Our foundation must be on Christ; and not the Christ of our imaginations or as we think He is or want Him to be (this is just sand by another name); but on Christ as He really is.  And there is no better way to learn who Christ really is than through opening ourselves completely to the prayer, worship, teachings, and experience of the Orthodox Church.  St. Paul is speaking as an Apostle of this Church when he says; “According to the grace of God which was given to me, as a wise master builder I have laid the foundation.”  We must center our feet squarely on the unmovable source of power, love, and truth; and that source is Our Lord, Jesus Christ.

The Third Point: it matters what sort of materials you use.  St. Paul puts it this way;

“Now if anyone builds on this foundation with gold, silver, precious stones, wood, hay, straw, each one’s work will become clear; for the Day will declare it, because it will be revealed by fire; and the fire will test each one’s work, of what sort it is.” 

We understand what this means, because we have seen what happens to buildings that were made poorly of cheap materials ; and we can compare them with the buildings that were made well and of the best materials.  The best materials are sometimes harder to get, and it takes more effort to build something to last.  I remember the fort my friends and I built in the woods using left over scraps from our basements and garages.  It was so cool – but it did not last.  I’m sure you’ve had similar experiences.  Think about his: If we knew that we were meant to live somewhere for thousands of years – perhaps even forever, wouldn’t we take the time to build it well?  Or would we throw something up as the mood struck us and hope for the best?  And yet isn’t that the way we act; putting Christian spackle over the walls we threw up willy-nilly based on what are hearts desired in any given moment? 

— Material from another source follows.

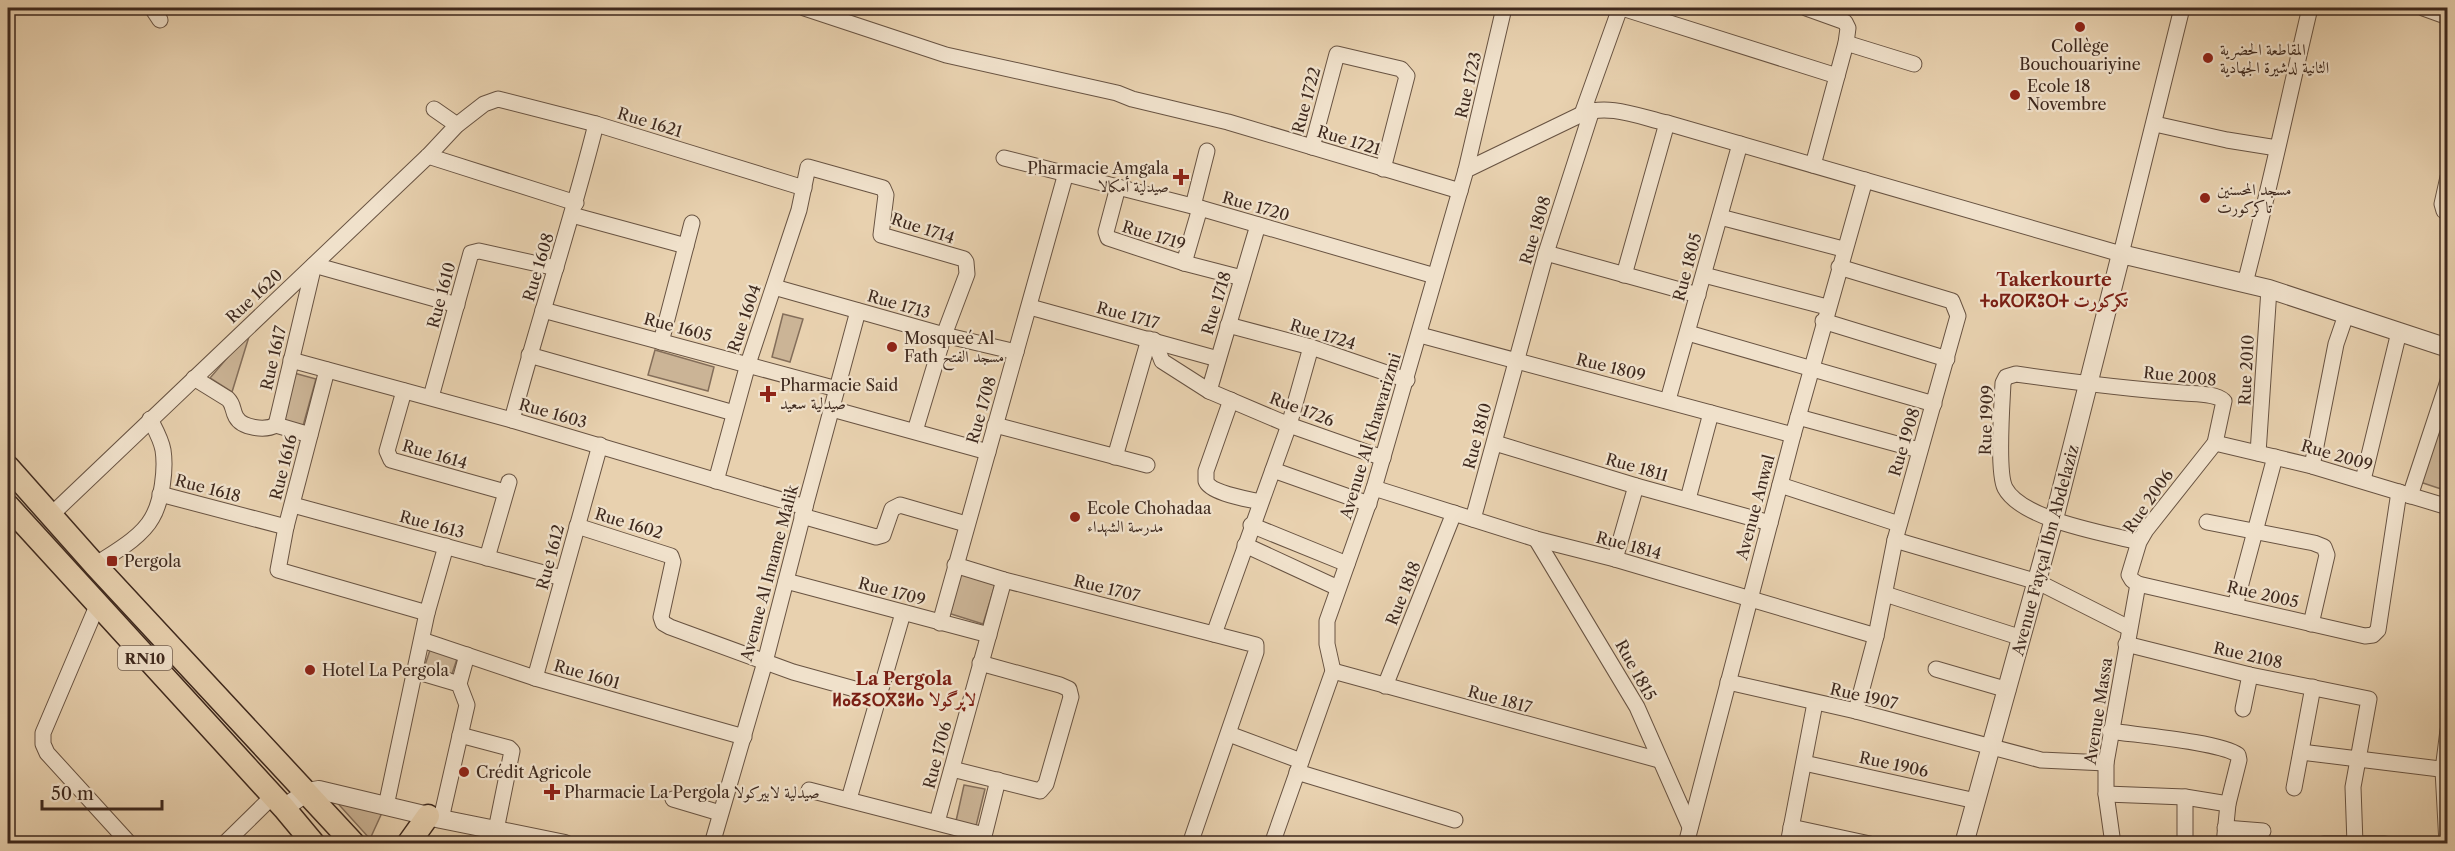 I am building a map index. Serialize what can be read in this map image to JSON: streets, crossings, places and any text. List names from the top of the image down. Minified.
{"streets":{"main road":["RN10"],"street":["Rue 1723","Rue 1722","Rue 1621","Rue 1721","Rue 1720","Rue 1714","Rue 1808","Rue 1719","Rue 1608","Rue 1805","Rue 1610","Rue 1620","Rue 1718","Rue 1713","Rue 1717","Rue 1604","Rue 1605","Rue 1724","Rue 1617","Rue 1809","Rue 2010","Rue 2008","Rue 1726","Rue 1708","Rue 1603","Rue 1909","Avenue Al Khawarizmi","Rue 1810","Rue 1908","Rue 1614","Rue 2009","Rue 1616","Rue 1811","Rue 1618","Rue 2006","Avenue Anwal","Rue 1602","Rue 1613","Rue 1814","Avenue Fayçal Ibn Abdelaziz","Rue 1612","Avenue Al Imame Malik","Rue 1707","Rue 1709","Rue 1818","Rue 2005","Rue 2108","Rue 1815","Rue 1601","Rue 1907","Rue 1817","Avenue Massa","Rue 1706","Rue 1906"]},"crossings":[["Rue 1723","Avenue Al Khawarizmi"],["Rue 1722","Rue 1721"],["Rue 1621","Rue 1608"],["Rue 1621","Rue 1620"],["Rue 1621","Rue 1604"],["Rue 1721","Avenue Al Khawarizmi"],["Rue 1720","Rue 1719"],["Rue 1720","Rue 1718"],["Rue 1720","Rue 1708"],["Rue 1720","Avenue Al Khawarizmi"],["Rue 1714","Rue 1713"],["Rue 1714","Rue 1604"],["Rue 1808","Rue 1809"],["Rue 1808","Rue 1810"],["Rue 1719","Rue 1718"],["Rue 1608","Rue 1610"],["Rue 1608","Rue 1605"],["Rue 1608","Rue 1603"],["Rue 1805","Rue 1809"],["Rue 1610","Rue 1603"],["Rue 1620","Rue 1617"],["Rue 1620","Rue 1618"],["Rue 1620","RN10"],["Rue 1718","Rue 1717"],["Rue 1718","Rue 1724"],["Rue 1718","Rue 1726"],["Rue 1713","Rue 1604"],["Rue 1713","Rue 1708"],["Rue 1713","Avenue Al Imame Malik"],["Rue 1717","Rue 1726"],["Rue 1717","Rue 1708"],["Rue 1604","Rue 1605"],["Rue 1604","Rue 1603"],["Rue 1605","Avenue Al Imame Malik"],["Rue 1724","Avenue Al Khawarizmi"],["Rue 1617","Rue 1603"],["Rue 1809","Avenue Al Khawarizmi"],["Rue 1809","Rue 1810"],["Rue 1809","Avenue Anwal"],["Rue 2010","Rue 2009"],["Rue 2008","Rue 1909"],["Rue 2008","Rue 2009"],["Rue 2008","Rue 2006"],["Rue 2008","Avenue Fayçal Ibn Abdelaziz"],["Rue 1726","Avenue Al Khawarizmi"],["Rue 1708","Rue 1603"],["Rue 1708","Rue 1707"],["Rue 1708","Rue 1709"],["Rue 1603","Rue 1614"],["Rue 1603","Rue 1616"],["Rue 1603","Rue 1612"],["Rue 1603","Avenue Al Imame Malik"],["Rue 1909","Avenue Fayçal Ibn Abdelaziz"],["Avenue Al Khawarizmi","Rue 1814"],["Avenue Al Khawarizmi","Rue 1817"],["Rue 1810","Rue 1811"],["Rue 1810","Rue 1814"],["Rue 1908","Avenue Anwal"],["Rue 1908","Rue 1814"],["Rue 1908","Rue 1907"],["Rue 1614","Rue 1613"],["Rue 2009","Rue 2006"],["Rue 2009","Rue 2005"],["Rue 1616","Rue 1618"],["Rue 1616","Rue 1613"],["Rue 1811","Avenue Anwal"],["Rue 2006","Rue 2005"],["Rue 2006","Avenue Massa"],["Avenue Anwal","Rue 1814"],["Avenue Anwal","Rue 1815"],["Avenue Anwal","Rue 1907"],["Rue 1602","Rue 1612"],["Rue 1602","Avenue Al Imame Malik"],["Rue 1613","Rue 1612"],["Rue 1814","Rue 1818"],["Rue 1814","Rue 1815"],["Avenue Fayçal Ibn Abdelaziz","Rue 1907"],["Avenue Fayçal Ibn Abdelaziz","Rue 1906"],["Rue 1612","Rue 1601"],["Avenue Al Imame Malik","Rue 1709"],["Avenue Al Imame Malik","Rue 1601"],["Rue 1707","Rue 1706"],["Rue 1709","Rue 1706"],["Rue 1818","Rue 1817"],["Rue 2005","Avenue Massa"],["Rue 2108","Avenue Massa"],["Rue 1815","Rue 1817"],["Rue 1907","Avenue Massa"]],"districts":["Takerkourte ⵜⴰⴽⵔⴽⵓⵔⵜ تكركورت","La Pergola ⵍⴰⵒⵉⵔⴳⵓⵍⴰ لاپرگولا"],"places":{"other":["Collège Bouchouariyine","المقاطعة الحضرية الثانية لدشيرة الجهادية","Ecole 18 Novembre","مسجد المحسنين تاكركورت","Mosqueé Al Fath مسجد الفتح","Ecole Chohadaa مدرسة الشهداء","Hotel La Pergola","Crédit Agricole"],"health":["Pharmacie Amgala صيدلية أمكالا","Pharmacie Said صيدلية سعيد","Pharmacie La Pergola صيدلية لابيركولا"],"transit":["Pergola"]},"scale_bar":"50 m"}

In the metaphor, the materials are gold, silver, stones, wood, hay, and straw; but in real life, the materials are your actions.  How have we lived?  Have we been chaste?   Self-sacrificing? Charitable?  Patient with others?    Have we followed the counsel of our ego; the wisdom of the age; … or the guidance of Christ and His Church?  

We can pretend that all actions are the same (God loves us!  He can bless the things my heart truly desires!), but St. Paul is pointing out that they are not – there is an objective standard for judging our actions.  A straw house will be blown down by the first hungry wolf that comes to the door; a brick house will stand up to his huffing and puffing.  The spiritual wolves [fire] will destroy the man who has built his life in deceit and selfishness; but cannot harm the one who has built his life in love and repentance.  

So, in conclusion, I ask you: have you built your life on the solid rock that is Christ?  Is it the real Christ, or is it one that simply suits your fancy?  Are you sure? 

Have you intentionally laid the walls of your house brick by brick with humility, love, patience, long-suffering, and charity?  When a bad brick was laid in, have you repented of your misdeed, rooted it out, and repaired the damage?  Have you constantly checked for leaks and performed the maintenance necessary to keep your house secure from the constant abuse of the elements?  

And last of all, have you filled this house with the only thing worthy of such a temple: the Holy Spirit of God Himself?  For as St. Paul ends today’s lesson; “For the temple of God is holy, whose temple you are.”